You can generate bulk datasets for training neural networks in one command:

python -m synth_pdb.main \
  --mode dataset \
  --num-samples 1000 \
  --min-length 10 \
  --max-length 100 \
  --dataset-format npz \
  --train-ratio 0.8

This will generate 1000 structures, split them into training (80%) and validation (20%) sets, and save them as compressed NumPy arrays (.npz) for efficient loading in PyTorch or TensorFlow.

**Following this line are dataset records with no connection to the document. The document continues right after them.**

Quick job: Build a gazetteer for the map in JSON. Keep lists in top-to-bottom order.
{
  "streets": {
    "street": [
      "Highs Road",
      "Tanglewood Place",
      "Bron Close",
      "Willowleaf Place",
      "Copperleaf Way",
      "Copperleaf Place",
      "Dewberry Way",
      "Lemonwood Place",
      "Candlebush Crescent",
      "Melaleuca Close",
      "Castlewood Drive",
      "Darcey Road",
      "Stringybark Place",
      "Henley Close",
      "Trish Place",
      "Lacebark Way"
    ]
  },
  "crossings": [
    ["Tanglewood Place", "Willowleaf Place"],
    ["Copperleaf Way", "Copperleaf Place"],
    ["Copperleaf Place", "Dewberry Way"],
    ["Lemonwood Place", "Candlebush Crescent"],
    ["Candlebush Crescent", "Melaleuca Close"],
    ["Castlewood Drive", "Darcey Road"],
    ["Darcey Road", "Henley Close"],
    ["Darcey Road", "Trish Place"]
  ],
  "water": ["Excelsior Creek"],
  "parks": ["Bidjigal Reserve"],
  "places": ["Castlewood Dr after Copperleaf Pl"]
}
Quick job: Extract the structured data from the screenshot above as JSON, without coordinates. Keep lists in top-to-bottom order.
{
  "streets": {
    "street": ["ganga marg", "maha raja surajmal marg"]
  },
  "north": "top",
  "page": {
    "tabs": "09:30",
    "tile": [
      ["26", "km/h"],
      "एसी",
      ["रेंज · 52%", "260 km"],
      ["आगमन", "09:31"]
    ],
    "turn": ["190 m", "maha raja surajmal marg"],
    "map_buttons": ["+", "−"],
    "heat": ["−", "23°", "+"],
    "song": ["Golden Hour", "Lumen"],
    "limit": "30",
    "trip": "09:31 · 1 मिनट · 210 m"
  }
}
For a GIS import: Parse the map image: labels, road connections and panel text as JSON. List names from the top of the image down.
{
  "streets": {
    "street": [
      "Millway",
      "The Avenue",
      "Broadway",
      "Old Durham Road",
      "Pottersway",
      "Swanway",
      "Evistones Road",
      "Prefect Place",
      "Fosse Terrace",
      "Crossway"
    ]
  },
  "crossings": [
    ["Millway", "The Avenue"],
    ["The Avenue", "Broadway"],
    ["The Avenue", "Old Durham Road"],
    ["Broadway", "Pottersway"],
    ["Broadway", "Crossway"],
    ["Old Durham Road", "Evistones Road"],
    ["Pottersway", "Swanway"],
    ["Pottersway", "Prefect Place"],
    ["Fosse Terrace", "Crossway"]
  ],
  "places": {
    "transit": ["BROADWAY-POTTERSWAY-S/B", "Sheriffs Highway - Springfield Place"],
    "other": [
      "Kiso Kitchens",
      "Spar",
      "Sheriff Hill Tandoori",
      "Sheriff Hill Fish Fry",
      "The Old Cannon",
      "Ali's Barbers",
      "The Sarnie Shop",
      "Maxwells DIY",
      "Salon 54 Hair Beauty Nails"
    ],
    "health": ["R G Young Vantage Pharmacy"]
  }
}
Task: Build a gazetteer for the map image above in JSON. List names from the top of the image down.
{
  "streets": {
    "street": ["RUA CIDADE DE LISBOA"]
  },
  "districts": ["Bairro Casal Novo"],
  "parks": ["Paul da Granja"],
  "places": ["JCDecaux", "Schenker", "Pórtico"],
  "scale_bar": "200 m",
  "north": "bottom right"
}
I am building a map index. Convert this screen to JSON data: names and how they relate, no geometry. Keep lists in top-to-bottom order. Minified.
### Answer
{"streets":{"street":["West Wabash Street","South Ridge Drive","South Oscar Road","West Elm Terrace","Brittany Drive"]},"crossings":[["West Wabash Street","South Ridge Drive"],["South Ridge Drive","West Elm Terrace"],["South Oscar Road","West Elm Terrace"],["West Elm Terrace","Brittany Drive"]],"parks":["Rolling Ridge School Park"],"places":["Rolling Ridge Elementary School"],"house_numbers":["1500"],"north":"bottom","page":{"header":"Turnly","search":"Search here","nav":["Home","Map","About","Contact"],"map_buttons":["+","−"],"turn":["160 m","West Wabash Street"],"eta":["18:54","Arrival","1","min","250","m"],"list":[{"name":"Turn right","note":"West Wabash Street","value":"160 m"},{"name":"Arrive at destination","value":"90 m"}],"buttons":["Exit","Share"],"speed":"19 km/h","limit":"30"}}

4. AI-Driven Interpolation

synth-pdb supports interpolating between two structures, which is useful for visualizing conformational transitions or latent space traversals:

python -m synth_pdb.main \
  --mode ai \
  --ai-op interpolate \
  --start-pdb helix.pdb \
  --end-pdb sheet.pdb \
  --steps 10

This generates a series of intermediate PDB files that represent a linear (or smoothed) transition between the two endpoint structures.

5. Side-Chain Optimization

For high-resolution structures, you can perform Monte Carlo side-chain optimization:

python -m synth_pdb.main \
  --sequence "ALA-GLY-TRP-PHE-SER" \
  --optimize

This algorithm searches through rotamer libraries for each residue to find the combination that minimizes steric clashes, resulting in a more energetically favorable side-chain packing.